Le philosophe politique John Rawls définit le concept de société comme étant une « association d’associations », soulignant par là —et de manière plutôt éloquente, je trouve— que nous ne pouvons nous attendre, dans nos sociétés pluralistes contemporaines, à ce que tout le monde s’entende sur un seul et unique mode de vie, mais que cela ne nous empêche pas de nous reconnaître mutuellement comme faisant partie d’un ensemble plus large de coopération. En d’autres mots, il y aura toujours des divergences profondes sur des questions morales et sociales, mais peut-être pas sur le fait que nous avons besoin des uns et des autres pour continuer à vivre en société.

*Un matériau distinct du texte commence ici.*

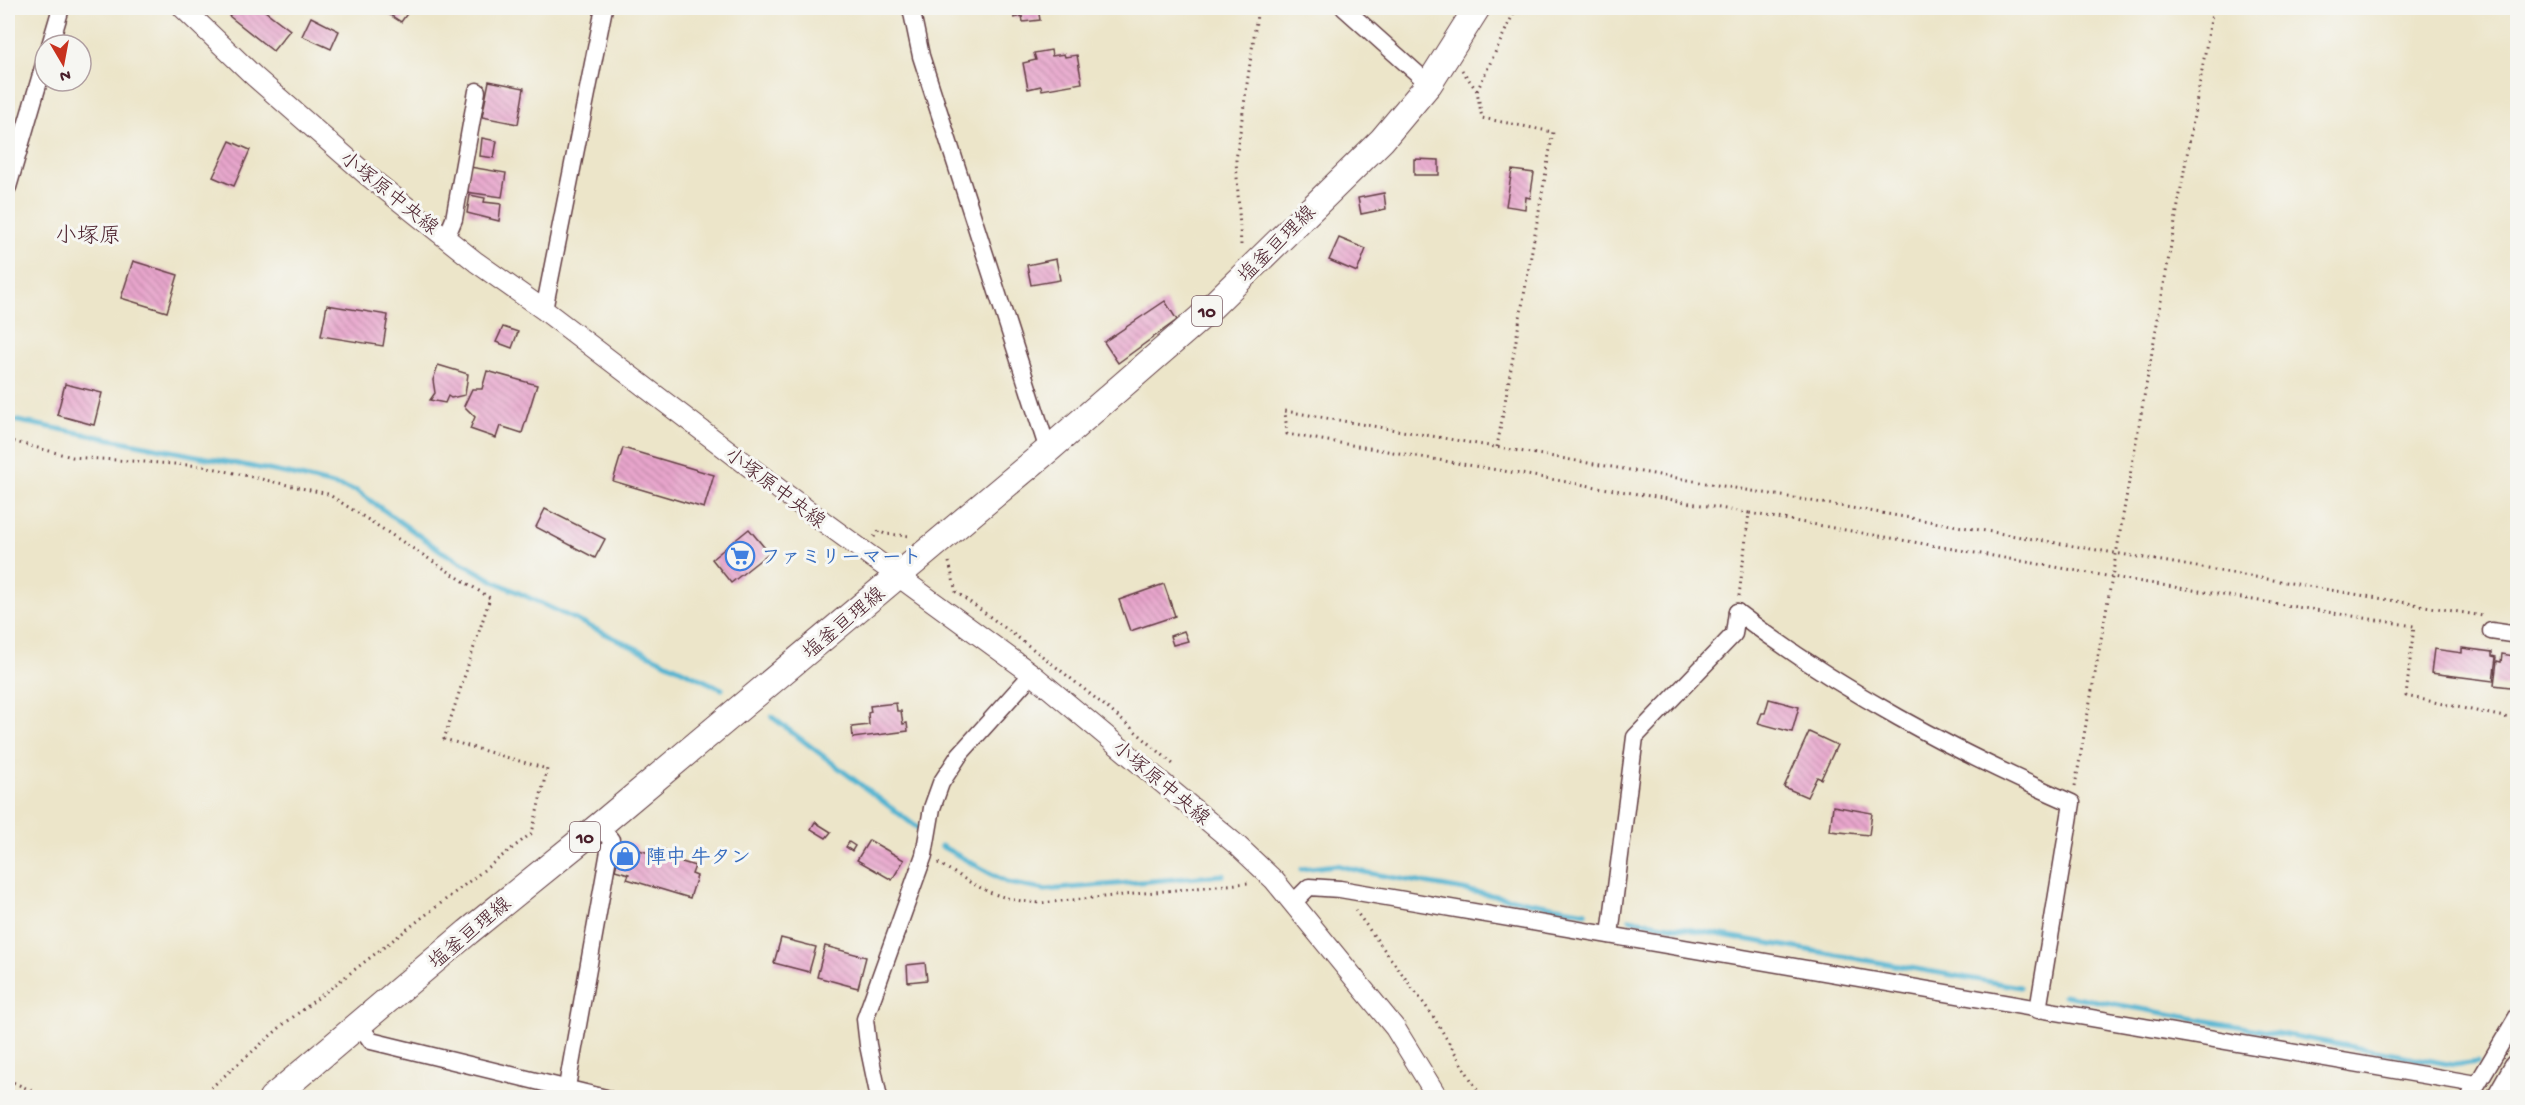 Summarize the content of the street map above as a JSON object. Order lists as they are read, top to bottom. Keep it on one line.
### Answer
{"streets":{"main road":["塩釜亘理線","10"],"street":["小塚原中央線"]},"crossings":[["小塚原中央線","塩釜亘理線"]],"districts":["小塚原"],"places":{"supermarket":["ファミリーマート"],"shop":["陣中 牛タン"]},"north":"bottom"} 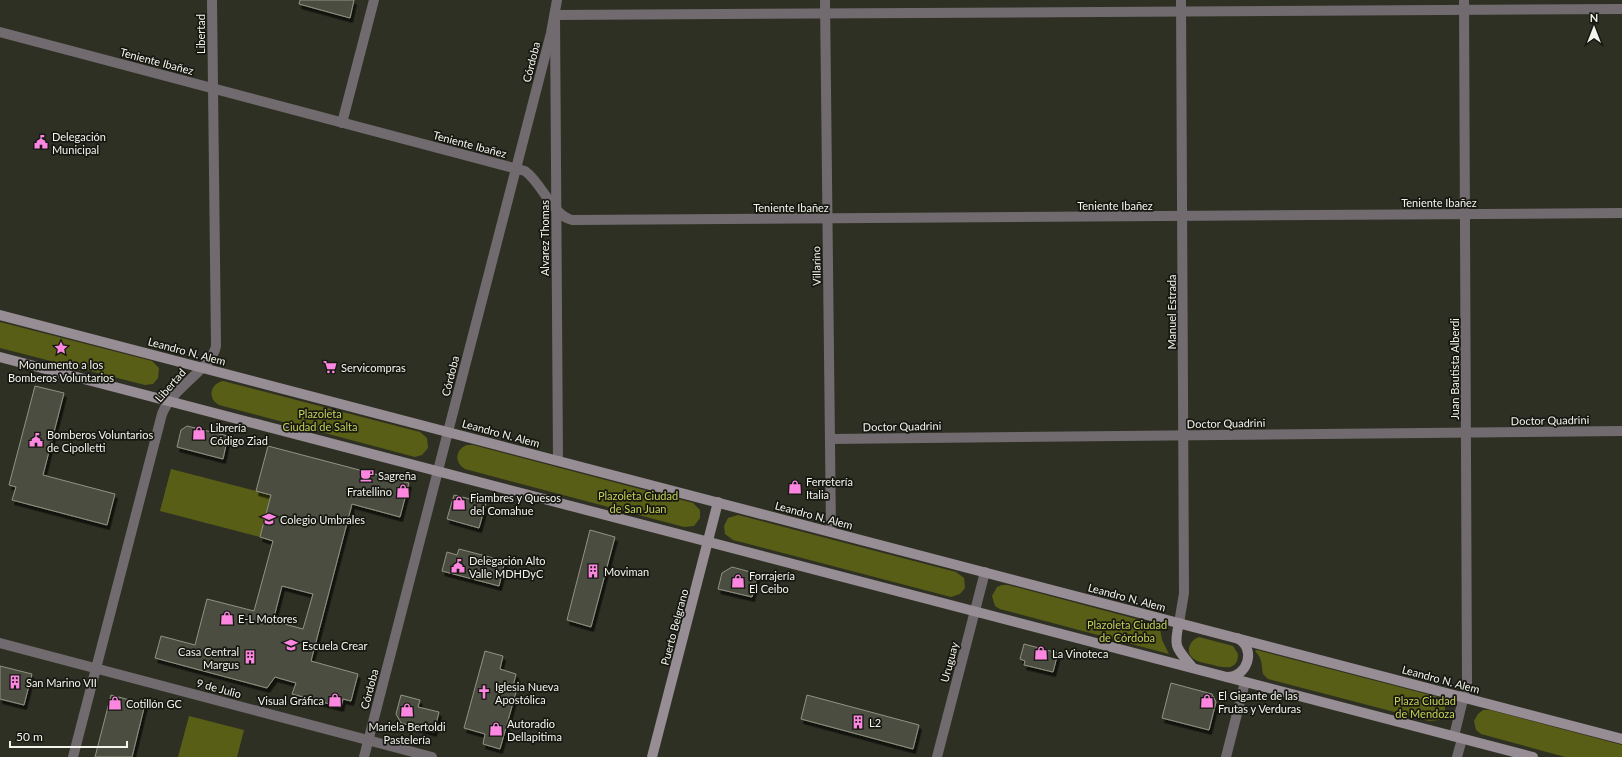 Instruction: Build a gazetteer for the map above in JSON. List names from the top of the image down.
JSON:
{
  "streets": {
    "main road": ["Leandro N. Alem", "Puerto Belgrano"],
    "street": [
      "Libertad",
      "Teniente Ibañez",
      "Córdoba",
      "Alvarez Thomas",
      "Villarino",
      "Manuel Estrada",
      "Juan Bautista Alberdi",
      "Doctor Quadrini",
      "Uruguay",
      "9 de Julio"
    ]
  },
  "crossings": [
    ["Libertad", "Teniente Ibañez"],
    ["Libertad", "Leandro N. Alem"],
    ["Libertad", "9 de Julio"],
    ["Teniente Ibañez", "Córdoba"],
    ["Teniente Ibañez", "Alvarez Thomas"],
    ["Teniente Ibañez", "Villarino"],
    ["Teniente Ibañez", "Manuel Estrada"],
    ["Teniente Ibañez", "Juan Bautista Alberdi"],
    ["Córdoba", "Alvarez Thomas"],
    ["Córdoba", "Leandro N. Alem"],
    ["Córdoba", "9 de Julio"],
    ["Alvarez Thomas", "Leandro N. Alem"],
    ["Villarino", "Leandro N. Alem"],
    ["Villarino", "Doctor Quadrini"],
    ["Manuel Estrada", "Leandro N. Alem"],
    ["Manuel Estrada", "Doctor Quadrini"],
    ["Leandro N. Alem", "Juan Bautista Alberdi"],
    ["Leandro N. Alem", "Puerto Belgrano"],
    ["Leandro N. Alem", "Uruguay"],
    ["Juan Bautista Alberdi", "Doctor Quadrini"]
  ],
  "parks": [
    "Plazoleta Ciudad de Salta",
    "Plazoleta Ciudad de San Juan",
    "Plazoleta Ciudad de Córdoba",
    "Plaza Ciudad de Mendoza"
  ],
  "places": {
    "public building": ["Delegación Municipal", "Bomberos Voluntarios de Cipolletti", "Delegación Alto Valle MDHDyC"],
    "place": ["Monumento a los Bomberos Voluntarios"],
    "supermarket": ["Servicompras"],
    "shop": [
      "Librería Código Ziad",
      "Ferretería Italia",
      "Fratellino",
      "Fiambres y Quesos del Comahue",
      "Forrajería El Ceibo",
      "E-L Motores",
      "La Vinoteca",
      "Visual Gráfica",
      "El Gigante de las Frutas y Verduras",
      "Cotillón GC",
      "Mariela Bertoldi Pastelería",
      "Autoradio Dellapitima"
    ],
    "cafe": ["Sagreña"],
    "school or university": ["Colegio Umbrales", "Escuela Crear"],
    "building": [
      "Moviman",
      "Casa Central Margus",
      "San Marino VII",
      "L2"
    ],
    "church": ["Iglesia Nueva Apostólica"]
  },
  "scale_bar": "50 m",
  "north": "top"
}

Est-ce que même ce lien social minimal est mis à mal par les temps qui courent ? Il est devenu un lieu commun que de dire que nous assistons à une fissure du tissu social, au point où de nombreux groupes en viennent à se demander si le camp opposé peut encore légitimement faire partie de la société tant celui-ci n’est pas respectable et commet des atrocités inacceptables. Cette fracture sociale est loin d’être nouvelle, mais elle est peut-être amplifiée par les réseaux sociaux et les différents algorithmes du web favorisant les chambres d’échos de part et d’autre, entraînant une polarisation et une radicalisation des différentes positions. Que ce soit le clivage politique gauche-droite traversant la plupart des sociétés, ou encore les tensions entre un mouvement social et les personnes y étant opposées ou simplement indifférent∙es (pour citer un exemple, plusieurs des lecteurs∙trices ici connaissent bien les rapports entre véganes et non-véganes… ou encore entre véganes !), entre confessions religieuses ou groupes nationaux, ou lorsque des personnes en viennent à adhérer à des théories du complot, il semble que bien des choses nous divisent et mettent en doute notre capacité à collaborer et à garder des liens.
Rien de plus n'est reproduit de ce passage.